> [WHAT TO DO]:
Write out each entry word for word.

> [EXTRACTED ENTRIES]:
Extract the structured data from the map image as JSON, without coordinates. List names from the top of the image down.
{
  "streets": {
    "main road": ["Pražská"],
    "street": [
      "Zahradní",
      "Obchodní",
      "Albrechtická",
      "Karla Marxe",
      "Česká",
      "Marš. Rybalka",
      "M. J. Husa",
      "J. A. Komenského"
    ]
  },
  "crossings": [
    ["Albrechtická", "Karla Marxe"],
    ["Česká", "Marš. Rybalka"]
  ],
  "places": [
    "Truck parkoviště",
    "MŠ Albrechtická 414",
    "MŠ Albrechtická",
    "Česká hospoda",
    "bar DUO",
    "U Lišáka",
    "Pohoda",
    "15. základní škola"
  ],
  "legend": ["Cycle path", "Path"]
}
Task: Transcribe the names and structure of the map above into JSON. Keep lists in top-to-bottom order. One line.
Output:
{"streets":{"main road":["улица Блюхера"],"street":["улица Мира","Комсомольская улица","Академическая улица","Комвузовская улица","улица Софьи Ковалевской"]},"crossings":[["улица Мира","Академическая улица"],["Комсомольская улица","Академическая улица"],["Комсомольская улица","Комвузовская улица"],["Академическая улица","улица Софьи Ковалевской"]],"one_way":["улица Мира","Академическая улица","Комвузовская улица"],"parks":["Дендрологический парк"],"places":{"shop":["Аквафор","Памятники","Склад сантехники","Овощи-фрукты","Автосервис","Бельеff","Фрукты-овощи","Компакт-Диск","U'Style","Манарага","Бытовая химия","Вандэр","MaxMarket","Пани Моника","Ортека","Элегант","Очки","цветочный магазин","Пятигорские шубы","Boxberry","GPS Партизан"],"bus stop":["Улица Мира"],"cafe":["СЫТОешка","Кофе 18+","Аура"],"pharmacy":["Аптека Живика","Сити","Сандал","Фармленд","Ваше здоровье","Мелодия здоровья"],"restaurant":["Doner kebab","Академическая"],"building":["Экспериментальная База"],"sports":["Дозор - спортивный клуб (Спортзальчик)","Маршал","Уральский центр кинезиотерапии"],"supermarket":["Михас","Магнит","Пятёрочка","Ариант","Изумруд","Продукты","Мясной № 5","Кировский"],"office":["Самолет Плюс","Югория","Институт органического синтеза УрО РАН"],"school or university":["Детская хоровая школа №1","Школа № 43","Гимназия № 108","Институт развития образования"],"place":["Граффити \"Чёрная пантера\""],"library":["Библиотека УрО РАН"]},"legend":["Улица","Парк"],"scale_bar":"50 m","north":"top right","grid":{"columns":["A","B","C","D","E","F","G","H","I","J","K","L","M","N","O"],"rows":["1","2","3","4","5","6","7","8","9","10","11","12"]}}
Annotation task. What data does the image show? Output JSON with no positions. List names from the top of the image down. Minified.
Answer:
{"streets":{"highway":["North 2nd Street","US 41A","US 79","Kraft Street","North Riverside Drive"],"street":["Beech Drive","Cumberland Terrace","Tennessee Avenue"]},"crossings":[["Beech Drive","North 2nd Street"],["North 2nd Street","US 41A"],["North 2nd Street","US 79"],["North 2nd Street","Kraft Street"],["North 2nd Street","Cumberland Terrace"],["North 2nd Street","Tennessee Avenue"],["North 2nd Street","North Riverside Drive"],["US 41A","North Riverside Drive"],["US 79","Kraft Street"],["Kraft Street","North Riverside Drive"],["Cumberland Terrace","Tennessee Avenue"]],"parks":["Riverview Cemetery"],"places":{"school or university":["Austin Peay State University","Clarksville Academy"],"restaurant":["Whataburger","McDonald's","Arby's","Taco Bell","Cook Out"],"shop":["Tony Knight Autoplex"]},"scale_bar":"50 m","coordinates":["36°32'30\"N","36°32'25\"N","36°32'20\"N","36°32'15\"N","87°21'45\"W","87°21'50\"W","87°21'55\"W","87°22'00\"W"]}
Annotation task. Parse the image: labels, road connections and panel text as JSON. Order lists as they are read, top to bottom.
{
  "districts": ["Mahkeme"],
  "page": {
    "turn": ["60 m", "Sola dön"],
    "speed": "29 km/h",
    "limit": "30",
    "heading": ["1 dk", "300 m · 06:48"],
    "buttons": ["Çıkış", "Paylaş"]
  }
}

> [YOUR SOLUTION]:
Extract the structured data from the map image as JSON, without coordinates. List names from the top of the image down.
{
  "streets": {
    "main road": ["Pražská"],
    "street": [
      "Zahradní",
      "Obchodní",
      "Albrechtická",
      "Karla Marxe",
      "Česká",
      "Marš. Rybalka",
      "M. J. Husa",
      "J. A. Komenského"
    ]
  },
  "crossings": [
    ["Albrechtická", "Karla Marxe"],
    ["Česká", "Marš. Rybalka"]
  ],
  "places": [
    "Truck parkoviště",
    "MŠ Albrechtická 414",
    "MŠ Albrechtická",
    "Česká hospoda",
    "bar DUO",
    "U Lišáka",
    "Pohoda",
    "15. základní škola"
  ],
  "legend": ["Cycle path", "Path"]
}
Task: Transcribe the names and structure of the map above into JSON. Keep lists in top-to-bottom order. One line.
Output:
{"streets":{"main road":["улица Блюхера"],"street":["улица Мира","Комсомольская улица","Академическая улица","Комвузовская улица","улица Софьи Ковалевской"]},"crossings":[["улица Мира","Академическая улица"],["Комсомольская улица","Академическая улица"],["Комсомольская улица","Комвузовская улица"],["Академическая улица","улица Софьи Ковалевской"]],"one_way":["улица Мира","Академическая улица","Комвузовская улица"],"parks":["Дендрологический парк"],"places":{"shop":["Аквафор","Памятники","Склад сантехники","Овощи-фрукты","Автосервис","Бельеff","Фрукты-овощи","Компакт-Диск","U'Style","Манарага","Бытовая химия","Вандэр","MaxMarket","Пани Моника","Ортека","Элегант","Очки","цветочный магазин","Пятигорские шубы","Boxberry","GPS Партизан"],"bus stop":["Улица Мира"],"cafe":["СЫТОешка","Кофе 18+","Аура"],"pharmacy":["Аптека Живика","Сити","Сандал","Фармленд","Ваше здоровье","Мелодия здоровья"],"restaurant":["Doner kebab","Академическая"],"building":["Экспериментальная База"],"sports":["Дозор - спортивный клуб (Спортзальчик)","Маршал","Уральский центр кинезиотерапии"],"supermarket":["Михас","Магнит","Пятёрочка","Ариант","Изумруд","Продукты","Мясной № 5","Кировский"],"office":["Самолет Плюс","Югория","Институт органического синтеза УрО РАН"],"school or university":["Детская хоровая школа №1","Школа № 43","Гимназия № 108","Институт развития образования"],"place":["Граффити \"Чёрная пантера\""],"library":["Библиотека УрО РАН"]},"legend":["Улица","Парк"],"scale_bar":"50 m","north":"top right","grid":{"columns":["A","B","C","D","E","F","G","H","I","J","K","L","M","N","O"],"rows":["1","2","3","4","5","6","7","8","9","10","11","12"]}}
Annotation task. What data does the image show? Output JSON with no positions. List names from the top of the image down. Minified.
Answer:
{"streets":{"highway":["North 2nd Street","US 41A","US 79","Kraft Street","North Riverside Drive"],"street":["Beech Drive","Cumberland Terrace","Tennessee Avenue"]},"crossings":[["Beech Drive","North 2nd Street"],["North 2nd Street","US 41A"],["North 2nd Street","US 79"],["North 2nd Street","Kraft Street"],["North 2nd Street","Cumberland Terrace"],["North 2nd Street","Tennessee Avenue"],["North 2nd Street","North Riverside Drive"],["US 41A","North Riverside Drive"],["US 79","Kraft Street"],["Kraft Street","North Riverside Drive"],["Cumberland Terrace","Tennessee Avenue"]],"parks":["Riverview Cemetery"],"places":{"school or university":["Austin Peay State University","Clarksville Academy"],"restaurant":["Whataburger","McDonald's","Arby's","Taco Bell","Cook Out"],"shop":["Tony Knight Autoplex"]},"scale_bar":"50 m","coordinates":["36°32'30\"N","36°32'25\"N","36°32'20\"N","36°32'15\"N","87°21'45\"W","87°21'50\"W","87°21'55\"W","87°22'00\"W"]}
Annotation task. Parse the image: labels, road connections and panel text as JSON. Order lists as they are read, top to bottom.
{
  "districts": ["Mahkeme"],
  "page": {
    "turn": ["60 m", "Sola dön"],
    "speed": "29 km/h",
    "limit": "30",
    "heading": ["1 dk", "300 m · 06:48"],
    "buttons": ["Çıkış", "Paylaş"]
  }
}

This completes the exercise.